Aste pilotate, le intercettazioni inchiodano il giudice

Aste pilotate, emergono nuovi dettagli dall’inchiesta che ha portato in carcere il giudice Roberto Bufo, ex assessore del Comune di Vergemoli e ai domiciliari Virgilio Luvisotti, numero uno dell’istituto vendite giudiziarie di Lucca (Leggi). Agli atti dell’indagine ci sarebbe anche una intercettazione che secondo gli inquirenti della procura di Genova proverebbe la presunta spartizione dei proventi illeciti dal reato della turbativa d’asta. “Qua bisogna rubare il più possibile”.

Intanto, il Pg della Cassazione Riccardo Fuzio ha chiesto alla Sezione disciplinare del Csm di sospendere dalle funzioni e dallo stipendio il giudic Bufo, arrestato ieri con l”accusa di far parte di un sodalizio criminoso che   pilotava le aste al tribunale della città toscana. La sospensione costituisce un atto dovuto tutte le volte che un magistrato viene sottoposto a misure cautelari.

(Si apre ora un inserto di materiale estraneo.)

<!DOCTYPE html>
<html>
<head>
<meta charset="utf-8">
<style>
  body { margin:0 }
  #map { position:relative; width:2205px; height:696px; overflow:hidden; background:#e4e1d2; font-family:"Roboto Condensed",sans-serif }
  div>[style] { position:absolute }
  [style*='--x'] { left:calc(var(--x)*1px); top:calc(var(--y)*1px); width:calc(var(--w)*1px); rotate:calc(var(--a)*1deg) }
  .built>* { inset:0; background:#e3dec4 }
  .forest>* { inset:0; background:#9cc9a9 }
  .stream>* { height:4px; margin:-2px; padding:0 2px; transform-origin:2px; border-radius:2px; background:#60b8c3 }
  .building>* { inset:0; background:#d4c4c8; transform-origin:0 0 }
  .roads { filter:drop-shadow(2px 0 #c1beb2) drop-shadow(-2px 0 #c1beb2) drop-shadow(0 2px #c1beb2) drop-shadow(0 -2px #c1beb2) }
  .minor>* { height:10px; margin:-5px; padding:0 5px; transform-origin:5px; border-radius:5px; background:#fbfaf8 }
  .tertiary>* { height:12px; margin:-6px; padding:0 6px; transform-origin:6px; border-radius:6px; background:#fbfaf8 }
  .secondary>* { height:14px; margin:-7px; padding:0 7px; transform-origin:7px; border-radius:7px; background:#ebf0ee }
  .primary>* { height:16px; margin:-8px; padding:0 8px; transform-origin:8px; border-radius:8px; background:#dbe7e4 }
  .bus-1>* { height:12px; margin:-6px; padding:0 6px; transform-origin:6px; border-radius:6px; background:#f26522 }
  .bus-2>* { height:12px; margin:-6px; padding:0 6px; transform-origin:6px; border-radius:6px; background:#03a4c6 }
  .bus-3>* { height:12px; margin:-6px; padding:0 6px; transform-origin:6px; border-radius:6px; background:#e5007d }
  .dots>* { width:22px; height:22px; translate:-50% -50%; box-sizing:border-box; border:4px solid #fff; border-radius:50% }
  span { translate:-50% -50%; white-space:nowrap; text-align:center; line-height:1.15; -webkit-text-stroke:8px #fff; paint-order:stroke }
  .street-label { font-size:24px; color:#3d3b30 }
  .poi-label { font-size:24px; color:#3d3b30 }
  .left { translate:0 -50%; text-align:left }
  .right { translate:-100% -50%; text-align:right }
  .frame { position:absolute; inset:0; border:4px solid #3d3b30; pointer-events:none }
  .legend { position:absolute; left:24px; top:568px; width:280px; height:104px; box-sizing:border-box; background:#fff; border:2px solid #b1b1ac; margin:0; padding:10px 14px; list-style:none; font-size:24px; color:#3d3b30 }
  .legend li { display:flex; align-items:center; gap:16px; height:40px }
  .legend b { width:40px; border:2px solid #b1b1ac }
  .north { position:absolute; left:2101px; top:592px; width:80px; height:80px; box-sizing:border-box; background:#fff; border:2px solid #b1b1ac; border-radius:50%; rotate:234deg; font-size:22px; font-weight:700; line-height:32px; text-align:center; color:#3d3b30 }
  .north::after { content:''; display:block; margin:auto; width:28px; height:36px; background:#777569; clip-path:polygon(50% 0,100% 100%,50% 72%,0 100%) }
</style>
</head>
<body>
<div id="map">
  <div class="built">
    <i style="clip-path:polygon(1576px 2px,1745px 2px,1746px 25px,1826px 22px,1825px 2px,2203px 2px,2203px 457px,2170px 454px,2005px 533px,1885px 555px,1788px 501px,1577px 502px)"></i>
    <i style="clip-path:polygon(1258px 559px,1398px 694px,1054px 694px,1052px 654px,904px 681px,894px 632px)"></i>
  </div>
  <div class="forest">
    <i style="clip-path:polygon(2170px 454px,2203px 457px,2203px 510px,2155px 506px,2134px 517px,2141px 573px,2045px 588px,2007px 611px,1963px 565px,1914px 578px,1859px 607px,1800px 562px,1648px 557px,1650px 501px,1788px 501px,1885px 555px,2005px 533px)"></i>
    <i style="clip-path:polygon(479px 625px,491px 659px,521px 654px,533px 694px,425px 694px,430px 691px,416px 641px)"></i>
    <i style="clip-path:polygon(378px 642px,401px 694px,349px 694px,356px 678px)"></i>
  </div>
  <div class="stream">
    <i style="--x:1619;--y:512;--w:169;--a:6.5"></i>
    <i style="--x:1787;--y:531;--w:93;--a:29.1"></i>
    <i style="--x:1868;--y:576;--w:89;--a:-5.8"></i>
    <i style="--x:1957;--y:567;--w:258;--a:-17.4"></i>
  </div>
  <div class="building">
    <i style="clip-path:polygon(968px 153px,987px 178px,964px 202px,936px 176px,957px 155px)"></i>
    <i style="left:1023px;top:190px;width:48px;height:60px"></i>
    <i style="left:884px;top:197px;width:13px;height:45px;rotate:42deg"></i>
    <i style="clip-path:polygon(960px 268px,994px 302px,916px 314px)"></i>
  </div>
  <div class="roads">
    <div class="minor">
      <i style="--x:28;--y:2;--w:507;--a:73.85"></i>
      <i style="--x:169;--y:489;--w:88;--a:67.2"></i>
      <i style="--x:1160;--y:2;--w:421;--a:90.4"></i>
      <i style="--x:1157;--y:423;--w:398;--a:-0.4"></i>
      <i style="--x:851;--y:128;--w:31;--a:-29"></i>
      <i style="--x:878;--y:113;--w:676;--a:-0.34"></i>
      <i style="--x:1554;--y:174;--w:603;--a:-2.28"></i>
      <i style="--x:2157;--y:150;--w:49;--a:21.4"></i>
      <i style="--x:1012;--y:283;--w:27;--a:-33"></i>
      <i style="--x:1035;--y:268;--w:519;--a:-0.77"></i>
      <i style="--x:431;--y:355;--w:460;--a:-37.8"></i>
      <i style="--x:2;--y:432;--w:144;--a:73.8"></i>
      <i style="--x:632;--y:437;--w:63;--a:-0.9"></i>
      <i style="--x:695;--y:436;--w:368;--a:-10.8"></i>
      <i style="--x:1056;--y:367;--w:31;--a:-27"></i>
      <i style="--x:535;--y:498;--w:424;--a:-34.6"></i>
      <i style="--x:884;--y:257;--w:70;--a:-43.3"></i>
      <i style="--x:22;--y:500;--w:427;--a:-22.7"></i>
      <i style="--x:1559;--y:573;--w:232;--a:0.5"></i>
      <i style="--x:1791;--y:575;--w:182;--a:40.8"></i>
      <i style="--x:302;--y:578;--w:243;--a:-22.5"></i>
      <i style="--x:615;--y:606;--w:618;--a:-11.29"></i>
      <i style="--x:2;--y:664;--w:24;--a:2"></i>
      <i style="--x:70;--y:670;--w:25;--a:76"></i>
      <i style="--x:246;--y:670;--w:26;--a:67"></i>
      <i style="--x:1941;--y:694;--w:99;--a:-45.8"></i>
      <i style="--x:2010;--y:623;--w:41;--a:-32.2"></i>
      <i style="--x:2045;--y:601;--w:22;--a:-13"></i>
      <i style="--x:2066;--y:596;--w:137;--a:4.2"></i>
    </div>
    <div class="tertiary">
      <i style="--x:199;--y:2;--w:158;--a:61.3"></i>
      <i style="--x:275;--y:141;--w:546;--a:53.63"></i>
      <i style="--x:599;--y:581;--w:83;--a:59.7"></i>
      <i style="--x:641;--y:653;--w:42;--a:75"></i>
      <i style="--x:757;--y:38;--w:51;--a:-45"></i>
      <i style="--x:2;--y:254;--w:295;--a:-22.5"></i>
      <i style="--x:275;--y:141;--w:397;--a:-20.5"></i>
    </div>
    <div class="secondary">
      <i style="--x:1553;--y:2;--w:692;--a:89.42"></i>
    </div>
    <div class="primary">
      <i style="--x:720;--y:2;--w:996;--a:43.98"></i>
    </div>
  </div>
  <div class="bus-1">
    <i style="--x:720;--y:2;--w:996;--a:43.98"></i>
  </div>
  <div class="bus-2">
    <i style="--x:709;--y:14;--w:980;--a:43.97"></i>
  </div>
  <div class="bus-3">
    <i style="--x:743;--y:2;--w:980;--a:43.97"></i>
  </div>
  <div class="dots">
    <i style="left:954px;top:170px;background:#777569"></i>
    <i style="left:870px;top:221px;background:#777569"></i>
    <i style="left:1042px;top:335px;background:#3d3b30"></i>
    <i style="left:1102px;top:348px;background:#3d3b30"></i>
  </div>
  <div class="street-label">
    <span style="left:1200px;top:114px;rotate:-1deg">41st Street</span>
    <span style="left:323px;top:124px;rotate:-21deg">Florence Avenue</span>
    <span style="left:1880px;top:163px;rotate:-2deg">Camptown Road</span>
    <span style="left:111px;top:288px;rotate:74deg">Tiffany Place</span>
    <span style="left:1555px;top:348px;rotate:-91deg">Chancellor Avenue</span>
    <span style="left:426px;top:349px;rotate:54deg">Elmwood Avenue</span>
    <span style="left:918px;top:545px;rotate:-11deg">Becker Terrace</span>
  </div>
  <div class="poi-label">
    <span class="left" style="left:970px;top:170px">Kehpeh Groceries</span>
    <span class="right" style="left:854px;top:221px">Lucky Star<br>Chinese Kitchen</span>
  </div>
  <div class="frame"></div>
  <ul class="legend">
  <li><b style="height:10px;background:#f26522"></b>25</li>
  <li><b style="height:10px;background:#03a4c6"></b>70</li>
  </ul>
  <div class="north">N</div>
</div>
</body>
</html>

La procura di Massa Carrara stava già indagando, per reati contro il patrimonio, su Roberto Ferrandi (il commercialista di Carrara agli arresti per turbativa d’asta e corruzione) quando, a dicembre 2015, nel suo studio professionale arrivò il giudice Roberto Bufo, (anche lui finito nell’inchiesta della procura di Genova e arrestato ieri dai carabinieri) per consegnargli una mazzetta di denaro. La scena fu ripresa da una micro telecamera che gli investigatori avevano piazzato nello studio del Ferrandi e la conversazione registrata da una cimice.
“La somma – ha detto il sostituto procuratore di Massa Alberto Dello Iacono, titolare del filone d’inchiesta rimasto in Toscana – servì a saldare un precedente favore. Grazie a Ferrandi, infatti, Bufo si aggiudicò la proprietà di un edificio residenziale a Villafranca in Lunigiana, finito all’asta, corrispondendo 23 mila euro, a fronte di una stima di 84 mila, per poi rivenderlo a circa 58 mila euro. La mazzetta fu la ricompensa per l”intermediazione portata a termine”.
La procura di Massa pensò si trattasse di un semplice caso di corruzione, ma un mese dopo Bufo e Ferrandi si incontrarono ancora e il giudice si organizzò col commercialista delegato alle vendite giudiziarie al tribunale civile di Massa, per continuare a “fare mercimonio delle proprie funzioni di magistrato di Pisa”. Per questo gli atti passarono alla procura di Genova, competente riguardo fatti riguardanti un magistrato del distretto della corte d’appello di Firenze, e l’inchiesta si divise in due filoni.